TASK ITEM:
Output the complete listing exactly.

DATA EXCERPTS:
▶

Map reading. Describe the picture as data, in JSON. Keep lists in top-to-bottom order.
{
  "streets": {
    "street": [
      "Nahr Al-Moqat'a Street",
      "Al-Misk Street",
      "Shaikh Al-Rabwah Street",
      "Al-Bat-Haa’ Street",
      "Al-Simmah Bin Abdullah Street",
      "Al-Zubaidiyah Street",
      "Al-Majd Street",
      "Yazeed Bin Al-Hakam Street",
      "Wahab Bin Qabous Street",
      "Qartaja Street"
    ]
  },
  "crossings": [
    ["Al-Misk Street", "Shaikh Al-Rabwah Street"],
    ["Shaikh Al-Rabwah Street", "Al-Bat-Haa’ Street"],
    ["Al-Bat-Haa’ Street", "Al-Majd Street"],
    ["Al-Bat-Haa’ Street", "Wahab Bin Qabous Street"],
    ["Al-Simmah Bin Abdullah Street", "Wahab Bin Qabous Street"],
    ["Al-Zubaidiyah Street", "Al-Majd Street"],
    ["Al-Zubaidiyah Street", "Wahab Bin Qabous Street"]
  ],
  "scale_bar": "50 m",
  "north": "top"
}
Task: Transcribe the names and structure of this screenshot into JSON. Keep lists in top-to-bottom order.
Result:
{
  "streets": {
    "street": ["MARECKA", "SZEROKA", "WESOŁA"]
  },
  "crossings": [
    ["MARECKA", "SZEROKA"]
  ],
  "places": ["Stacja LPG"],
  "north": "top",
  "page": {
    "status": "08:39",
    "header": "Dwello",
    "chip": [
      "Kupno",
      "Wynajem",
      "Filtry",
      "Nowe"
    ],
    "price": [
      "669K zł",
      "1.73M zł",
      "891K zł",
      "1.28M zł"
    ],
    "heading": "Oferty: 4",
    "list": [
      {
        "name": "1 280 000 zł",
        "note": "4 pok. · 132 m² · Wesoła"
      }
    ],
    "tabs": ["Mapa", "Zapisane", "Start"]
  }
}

◀

SOLUTION FOR THIS EXERCISE:
Map reading. Describe the picture as data, in JSON. Keep lists in top-to-bottom order.
{
  "streets": {
    "street": [
      "Nahr Al-Moqat'a Street",
      "Al-Misk Street",
      "Shaikh Al-Rabwah Street",
      "Al-Bat-Haa’ Street",
      "Al-Simmah Bin Abdullah Street",
      "Al-Zubaidiyah Street",
      "Al-Majd Street",
      "Yazeed Bin Al-Hakam Street",
      "Wahab Bin Qabous Street",
      "Qartaja Street"
    ]
  },
  "crossings": [
    ["Al-Misk Street", "Shaikh Al-Rabwah Street"],
    ["Shaikh Al-Rabwah Street", "Al-Bat-Haa’ Street"],
    ["Al-Bat-Haa’ Street", "Al-Majd Street"],
    ["Al-Bat-Haa’ Street", "Wahab Bin Qabous Street"],
    ["Al-Simmah Bin Abdullah Street", "Wahab Bin Qabous Street"],
    ["Al-Zubaidiyah Street", "Al-Majd Street"],
    ["Al-Zubaidiyah Street", "Wahab Bin Qabous Street"]
  ],
  "scale_bar": "50 m",
  "north": "top"
}
Task: Transcribe the names and structure of this screenshot into JSON. Keep lists in top-to-bottom order.
Result:
{
  "streets": {
    "street": ["MARECKA", "SZEROKA", "WESOŁA"]
  },
  "crossings": [
    ["MARECKA", "SZEROKA"]
  ],
  "places": ["Stacja LPG"],
  "north": "top",
  "page": {
    "status": "08:39",
    "header": "Dwello",
    "chip": [
      "Kupno",
      "Wynajem",
      "Filtry",
      "Nowe"
    ],
    "price": [
      "669K zł",
      "1.73M zł",
      "891K zł",
      "1.28M zł"
    ],
    "heading": "Oferty: 4",
    "list": [
      {
        "name": "1 280 000 zł",
        "note": "4 pok. · 132 m² · Wesoła"
      }
    ],
    "tabs": ["Mapa", "Zapisane", "Start"]
  }
}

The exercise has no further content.